Although there is a decline in the value of notes in circulation, the share of small value currency (upto Rs 100) over high value currency (Rs 500 and above) has increased considerably — both in absolute terms and as a share of the total notes in circulation.

As on March 2017, volume-wise, small value notes were 90.8% (91,037 million) as against 75.6% (68,233 million) in March 2016. The share of high-value currency has correspondingly declined to 9.2%. Although the value of the currency in circulation has declined from Rs 16.4 lakh crore (March 2016) to Rs 13.1 lakh crore (March 2017), the value of small value notes has gone up from Rs 2.2 lakh crore (share 13.6%) to Rs 3.5 lakh crore (share 26.7%).

Greater demand

Correspondingly, the share of high-value currency has come down from 86.4% to 73.3%. This change in composition must be read with the restrictions or prohibitions imposed on high-value cash transactions. For the common man, the increase in small denomination notes is a welcome step since small value notes are always in demand and are mainly used by the poor and middle class.

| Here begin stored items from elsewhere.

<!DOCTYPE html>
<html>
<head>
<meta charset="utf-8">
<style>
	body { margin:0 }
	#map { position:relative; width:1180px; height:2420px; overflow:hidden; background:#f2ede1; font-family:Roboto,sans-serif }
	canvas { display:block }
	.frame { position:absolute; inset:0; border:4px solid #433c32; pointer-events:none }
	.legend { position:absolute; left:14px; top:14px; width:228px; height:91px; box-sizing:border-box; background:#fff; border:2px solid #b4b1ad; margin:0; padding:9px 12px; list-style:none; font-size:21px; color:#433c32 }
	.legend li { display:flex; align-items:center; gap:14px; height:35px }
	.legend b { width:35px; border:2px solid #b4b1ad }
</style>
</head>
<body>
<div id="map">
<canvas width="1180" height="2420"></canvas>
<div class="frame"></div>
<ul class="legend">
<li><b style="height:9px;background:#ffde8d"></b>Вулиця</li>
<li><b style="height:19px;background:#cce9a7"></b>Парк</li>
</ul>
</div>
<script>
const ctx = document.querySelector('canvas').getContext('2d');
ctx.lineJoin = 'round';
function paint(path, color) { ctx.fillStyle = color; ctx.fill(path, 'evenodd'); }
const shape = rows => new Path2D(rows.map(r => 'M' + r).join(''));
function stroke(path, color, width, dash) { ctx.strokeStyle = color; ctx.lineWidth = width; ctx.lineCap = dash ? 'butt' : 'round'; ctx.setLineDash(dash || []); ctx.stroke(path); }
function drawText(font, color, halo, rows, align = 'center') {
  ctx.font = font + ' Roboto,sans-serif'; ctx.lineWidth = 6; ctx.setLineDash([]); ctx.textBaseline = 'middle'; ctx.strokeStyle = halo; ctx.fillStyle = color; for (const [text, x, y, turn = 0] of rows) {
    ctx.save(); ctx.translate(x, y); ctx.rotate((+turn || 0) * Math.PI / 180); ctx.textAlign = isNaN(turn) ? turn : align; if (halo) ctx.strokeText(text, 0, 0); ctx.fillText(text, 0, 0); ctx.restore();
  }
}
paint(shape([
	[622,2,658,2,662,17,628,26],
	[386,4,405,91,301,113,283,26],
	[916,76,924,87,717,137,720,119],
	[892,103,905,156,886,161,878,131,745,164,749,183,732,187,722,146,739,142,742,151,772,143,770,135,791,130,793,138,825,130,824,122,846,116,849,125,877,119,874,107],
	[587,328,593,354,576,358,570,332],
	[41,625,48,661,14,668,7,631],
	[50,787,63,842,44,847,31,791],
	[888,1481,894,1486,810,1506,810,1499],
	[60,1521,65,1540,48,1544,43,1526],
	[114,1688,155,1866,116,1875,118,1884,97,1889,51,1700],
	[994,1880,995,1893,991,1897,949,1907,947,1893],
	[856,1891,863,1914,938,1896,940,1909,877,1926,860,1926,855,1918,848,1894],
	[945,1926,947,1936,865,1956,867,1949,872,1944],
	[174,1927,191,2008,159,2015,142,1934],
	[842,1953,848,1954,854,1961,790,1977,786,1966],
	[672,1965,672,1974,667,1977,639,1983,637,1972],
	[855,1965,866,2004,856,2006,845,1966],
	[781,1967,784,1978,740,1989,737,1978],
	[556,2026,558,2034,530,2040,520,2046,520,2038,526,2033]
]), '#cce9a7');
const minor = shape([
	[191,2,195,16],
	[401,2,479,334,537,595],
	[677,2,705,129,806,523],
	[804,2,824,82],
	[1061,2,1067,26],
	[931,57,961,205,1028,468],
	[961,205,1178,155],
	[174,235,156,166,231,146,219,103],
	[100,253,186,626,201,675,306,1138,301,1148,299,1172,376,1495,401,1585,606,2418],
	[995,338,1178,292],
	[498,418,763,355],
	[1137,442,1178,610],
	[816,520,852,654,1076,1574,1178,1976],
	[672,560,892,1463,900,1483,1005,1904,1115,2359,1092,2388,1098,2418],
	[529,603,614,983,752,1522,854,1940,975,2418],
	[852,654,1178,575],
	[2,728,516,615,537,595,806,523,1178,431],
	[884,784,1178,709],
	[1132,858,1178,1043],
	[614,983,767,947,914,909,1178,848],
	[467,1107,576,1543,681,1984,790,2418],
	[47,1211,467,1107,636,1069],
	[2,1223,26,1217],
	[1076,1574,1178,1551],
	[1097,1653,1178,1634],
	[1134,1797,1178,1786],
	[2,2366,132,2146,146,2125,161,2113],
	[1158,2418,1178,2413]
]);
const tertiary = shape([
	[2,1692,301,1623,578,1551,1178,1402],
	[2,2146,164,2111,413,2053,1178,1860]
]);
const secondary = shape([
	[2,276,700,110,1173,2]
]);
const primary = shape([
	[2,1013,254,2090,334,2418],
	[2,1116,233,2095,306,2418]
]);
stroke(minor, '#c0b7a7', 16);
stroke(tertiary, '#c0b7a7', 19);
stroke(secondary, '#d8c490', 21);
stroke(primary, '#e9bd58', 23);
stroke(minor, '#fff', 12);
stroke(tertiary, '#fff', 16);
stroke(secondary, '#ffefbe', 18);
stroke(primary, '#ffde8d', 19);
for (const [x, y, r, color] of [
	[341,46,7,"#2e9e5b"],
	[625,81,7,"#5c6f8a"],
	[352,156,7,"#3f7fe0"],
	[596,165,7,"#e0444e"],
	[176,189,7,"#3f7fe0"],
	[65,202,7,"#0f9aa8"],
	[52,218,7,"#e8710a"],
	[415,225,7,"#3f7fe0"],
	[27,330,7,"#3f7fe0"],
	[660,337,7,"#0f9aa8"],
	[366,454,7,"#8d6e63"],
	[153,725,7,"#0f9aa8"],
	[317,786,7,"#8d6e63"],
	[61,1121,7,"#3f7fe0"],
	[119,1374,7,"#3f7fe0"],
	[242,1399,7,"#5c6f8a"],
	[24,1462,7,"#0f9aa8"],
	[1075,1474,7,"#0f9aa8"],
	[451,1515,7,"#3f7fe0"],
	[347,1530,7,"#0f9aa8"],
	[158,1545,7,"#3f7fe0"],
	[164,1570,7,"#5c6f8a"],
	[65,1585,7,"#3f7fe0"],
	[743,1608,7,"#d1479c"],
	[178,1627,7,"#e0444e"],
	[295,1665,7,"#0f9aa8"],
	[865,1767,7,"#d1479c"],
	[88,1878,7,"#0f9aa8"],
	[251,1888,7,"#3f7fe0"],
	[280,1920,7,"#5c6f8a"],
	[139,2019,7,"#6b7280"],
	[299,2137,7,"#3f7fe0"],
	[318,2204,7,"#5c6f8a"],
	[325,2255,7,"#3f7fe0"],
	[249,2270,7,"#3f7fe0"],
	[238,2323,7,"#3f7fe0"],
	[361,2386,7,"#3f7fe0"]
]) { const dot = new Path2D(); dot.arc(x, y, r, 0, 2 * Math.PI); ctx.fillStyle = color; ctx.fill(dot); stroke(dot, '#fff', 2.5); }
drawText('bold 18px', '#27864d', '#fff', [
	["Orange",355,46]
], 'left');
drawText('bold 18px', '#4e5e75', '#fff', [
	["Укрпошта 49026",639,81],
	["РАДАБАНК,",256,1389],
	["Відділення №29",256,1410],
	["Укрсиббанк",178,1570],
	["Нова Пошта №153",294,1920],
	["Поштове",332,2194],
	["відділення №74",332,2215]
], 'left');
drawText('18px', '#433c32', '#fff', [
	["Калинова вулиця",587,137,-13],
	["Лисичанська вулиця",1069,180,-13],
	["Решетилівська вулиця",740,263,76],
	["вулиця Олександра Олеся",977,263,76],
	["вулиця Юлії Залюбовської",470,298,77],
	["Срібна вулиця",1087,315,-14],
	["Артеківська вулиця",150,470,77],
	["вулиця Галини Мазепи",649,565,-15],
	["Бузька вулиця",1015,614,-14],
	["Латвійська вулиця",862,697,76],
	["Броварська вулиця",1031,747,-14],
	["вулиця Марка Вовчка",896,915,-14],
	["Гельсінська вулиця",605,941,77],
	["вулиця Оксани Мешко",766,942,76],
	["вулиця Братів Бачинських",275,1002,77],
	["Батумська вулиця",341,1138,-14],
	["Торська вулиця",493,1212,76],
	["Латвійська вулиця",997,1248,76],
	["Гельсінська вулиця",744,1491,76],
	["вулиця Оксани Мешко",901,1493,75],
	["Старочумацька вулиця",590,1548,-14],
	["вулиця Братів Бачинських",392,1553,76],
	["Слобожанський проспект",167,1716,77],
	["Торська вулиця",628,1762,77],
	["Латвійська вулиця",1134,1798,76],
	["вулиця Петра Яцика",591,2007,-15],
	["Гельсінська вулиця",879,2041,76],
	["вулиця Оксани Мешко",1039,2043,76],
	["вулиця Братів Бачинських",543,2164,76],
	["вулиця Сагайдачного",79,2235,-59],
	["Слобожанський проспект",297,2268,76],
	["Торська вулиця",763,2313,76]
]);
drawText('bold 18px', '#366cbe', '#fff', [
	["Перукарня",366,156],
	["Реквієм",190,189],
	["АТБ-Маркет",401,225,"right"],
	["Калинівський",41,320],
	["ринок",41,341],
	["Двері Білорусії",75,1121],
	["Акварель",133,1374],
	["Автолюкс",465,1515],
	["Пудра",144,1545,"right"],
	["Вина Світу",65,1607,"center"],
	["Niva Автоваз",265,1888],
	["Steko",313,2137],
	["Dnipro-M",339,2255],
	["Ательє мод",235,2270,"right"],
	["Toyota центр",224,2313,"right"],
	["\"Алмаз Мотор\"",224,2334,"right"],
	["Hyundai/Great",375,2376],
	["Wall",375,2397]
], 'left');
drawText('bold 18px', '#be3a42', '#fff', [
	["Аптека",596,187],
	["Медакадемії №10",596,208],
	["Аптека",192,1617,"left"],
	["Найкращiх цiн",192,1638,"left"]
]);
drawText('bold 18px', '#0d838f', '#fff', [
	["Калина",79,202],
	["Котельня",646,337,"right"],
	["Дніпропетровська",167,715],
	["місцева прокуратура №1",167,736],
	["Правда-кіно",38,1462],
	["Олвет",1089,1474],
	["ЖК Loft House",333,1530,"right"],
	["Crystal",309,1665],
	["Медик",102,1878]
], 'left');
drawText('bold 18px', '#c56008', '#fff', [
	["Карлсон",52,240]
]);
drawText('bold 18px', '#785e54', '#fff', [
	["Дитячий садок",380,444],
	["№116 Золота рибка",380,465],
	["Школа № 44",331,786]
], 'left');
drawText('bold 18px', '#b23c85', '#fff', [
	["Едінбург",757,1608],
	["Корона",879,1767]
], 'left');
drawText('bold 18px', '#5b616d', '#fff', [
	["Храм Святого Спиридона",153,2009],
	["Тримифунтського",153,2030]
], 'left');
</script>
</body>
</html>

The third dimension to defend the lowering of the value of currency in circulation is a sudden increase in digitised payments, especially from the date of announcement of demonetisation. The number of point-of-sale (POS) machines post-demonetisation has increased to around 28 lakh (June 2017) from around 15 lakh in (October 2016) — an increase of 87% in eight months, and monthly transactions at POS machines rose from 141 million to 255 million — although that number began to fall in January 2017.

Monthly payments under IMPS (Immediate Payment Services) went up from 42 million to 66 million, mobile banking from 78 million to 116 million, m-wallet from 100 million to 222 million transactions (although these too began falling in January). During the demonetisation period, people shifted to digital payments out of compulsion. Today, they do it out of choice. Once people start experiencing the benefits of digital payments, they stick to them and propagate them to others. Certainly, digital payments will rise and consequently, the demand for banknotes will fall.

With a reduction in illegal cash holdings and increasing digital transactions, the present level of notes in circulation appears to be sufficient. By not increasing the banknotes in circulation, the RBI can save a lot of expenses involved in printing and distribution of banknotes. Post-demonetisation, RBI has met the legitimate demand of the public for banknotes quite well.